My old Border collie was a gruff, super-smart alpha dog who didn't stand for nonsense and was fiercely protective of his family; my Border collie now is a super-sweet goofball who loves meeting new people and horsing around. So? My dogs are both predictable in their Border collie vigor, instincts, and looks, and perfectly distinct from one another. Ask anybody in the world who's had two dogs of the same breed - from the same litter, even! - and they will tell you that this argument just don't fly. Dogs are unique, just like people. And you wouldn't call the son of two Chinese people a cookie cutout, would you?

5. Mixed breed dogs are appreciative.

If you've ever adopted a mixed breed dog from a shelter, you know how appreciative they are of your attention. Many of them have been neglected or abused in the past and are grateful for any affection you give them. They show their appreciation by guarding your home and your family, and are even willing to lay down their life to protect you.

Again, this is Just Another Dog Thing. You go to Wal-Mart and come home, and your pup is positively ecstatic that you've returned! You were gone for twenty minutes and he's so happy that you've suddenly come back, he doesn't even know what to do with himself! Well, guess what? This isn't just your mongrel, it's every dog in the world. Dogs love people. Not "mutts love people". Dogs. There is nothing to set your special snowflake apart from the rest of man's best friends around the globe. Okay?
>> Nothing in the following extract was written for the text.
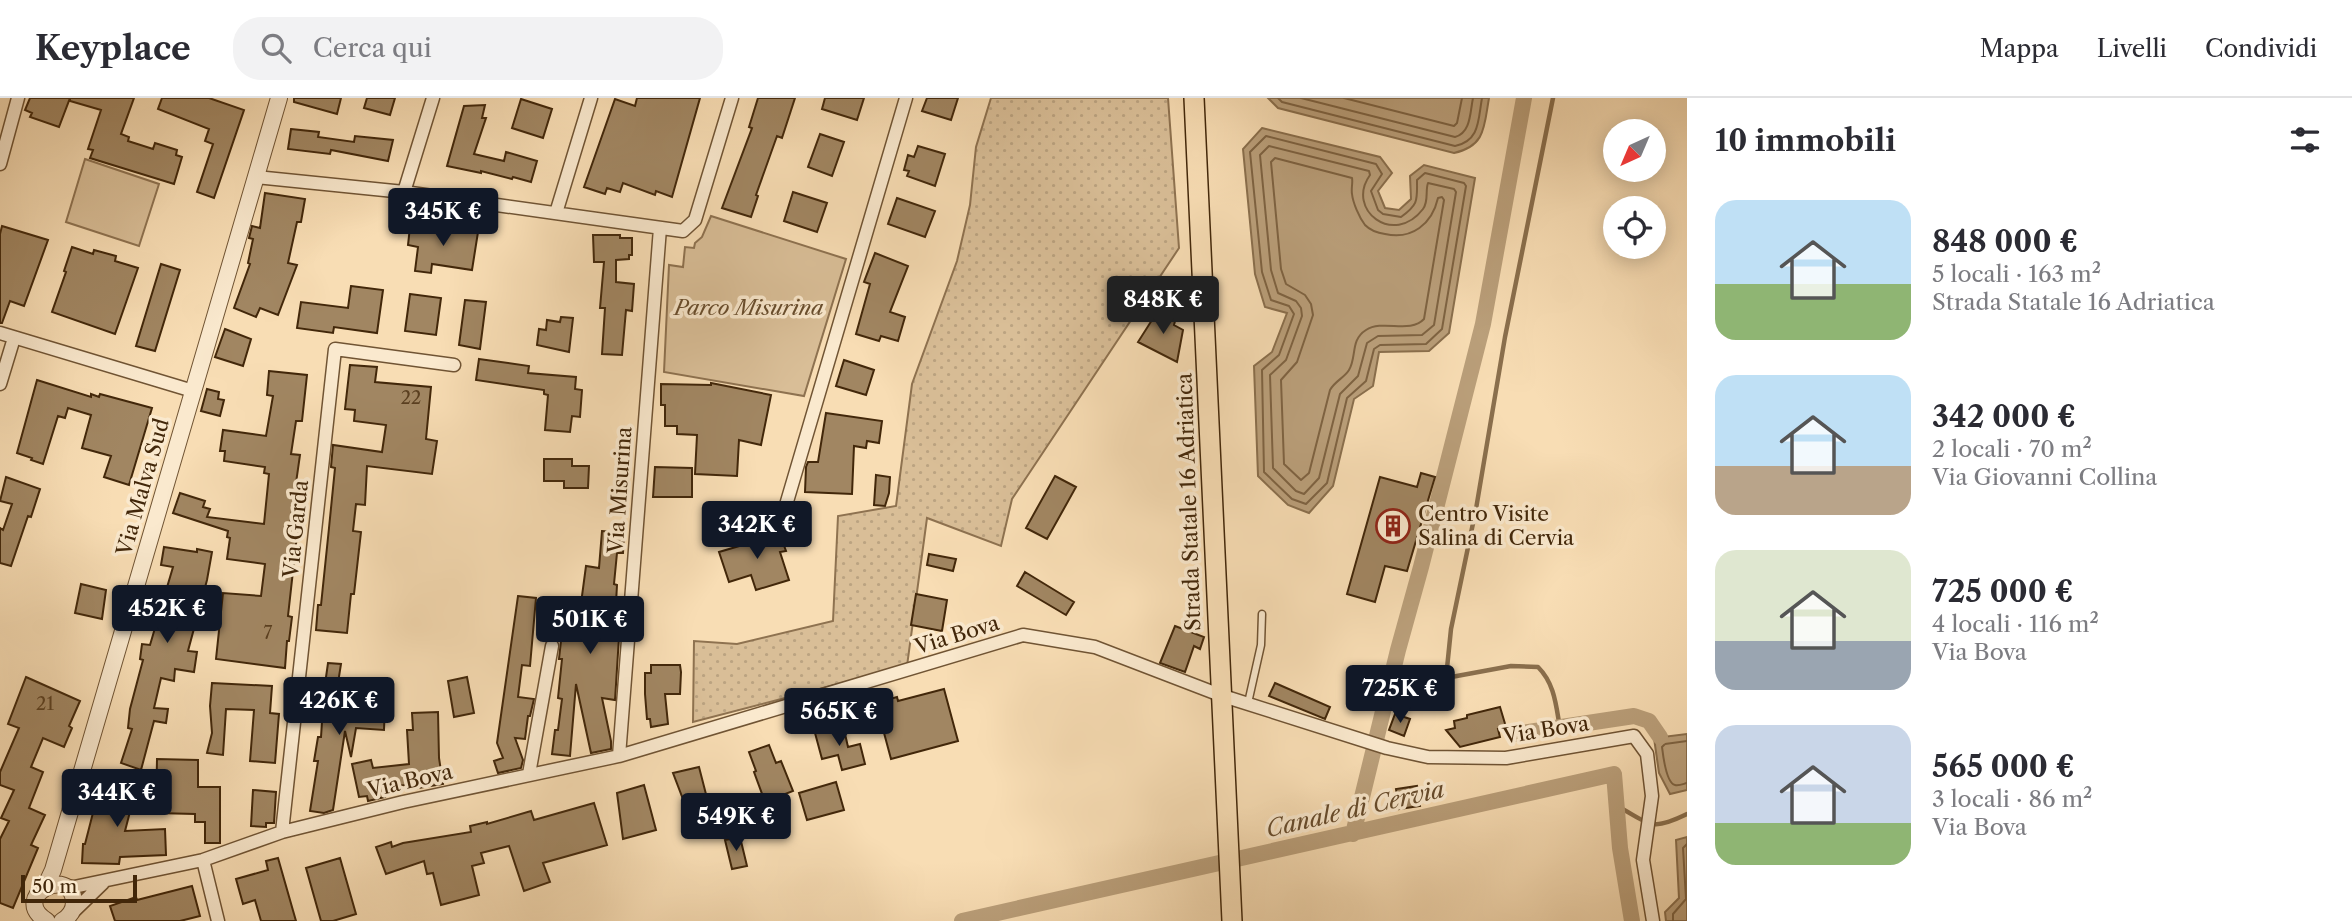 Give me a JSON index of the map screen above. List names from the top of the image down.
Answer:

6. Mixed breed dogs live longer.

As a generalization, when comparing mixed breed and purebred dogs of similar size, the mixed breed dog will outlive the purebred. Again, this comes down to the fact that most purebred dogs are inbred which creates health problems that shorten their lives.

Get off your hybrid horse and drum it through your head! Responsibly-bred purebreeds are healthy!! Yeesh! Who among you mutt-breeders actually takes health into consideration without assuming that hybrid vigor will make all your genetic problems magically disappear?

Besides - would you prefer the unpredictability of a mutt, or KNOWING that your terrier will most likely have a lengthy lifespan? Hmm.

7. Adopting a mixed breed helps to reduce animal overpopulation.

Breeders of purebred dogs often contribute to pet overpopulation by irresponsible breeding. When you adopt a mixed breed dog from a shelter not only are you reducing the number of homeless pets, you'll get a dog that's already spayed or neutered in most cases. You'll have a positive impact on the continuing problem of pet overpopulation and production. A great reason to feel good about yourself.

You know what else helps to reduce animal overpopulation? Spaying your muttpuppy and not encouraging designer dog breeders! Encouraging responsible breeders by buying from people who know a little something about purebreeds! Sure, adopt a mutt from a shelter; but for God's sake don't breed it!! I'm telling you, it won't be any smarter, longer-lived or friendlier than a good old properly-bred Golden retriever!

I don't know about you guys, but I'm feeling better about myself already.

1 comment:

water_bearer said...

Ya know, I think she's confused about the fact that not all mixed breed dogs come from shelters and not all shelter dogs are mixed breeds. If you substitute "shelter dog" were "mixed breed" occurs, it makes more sense. Not entirely sensible, but still... more sense.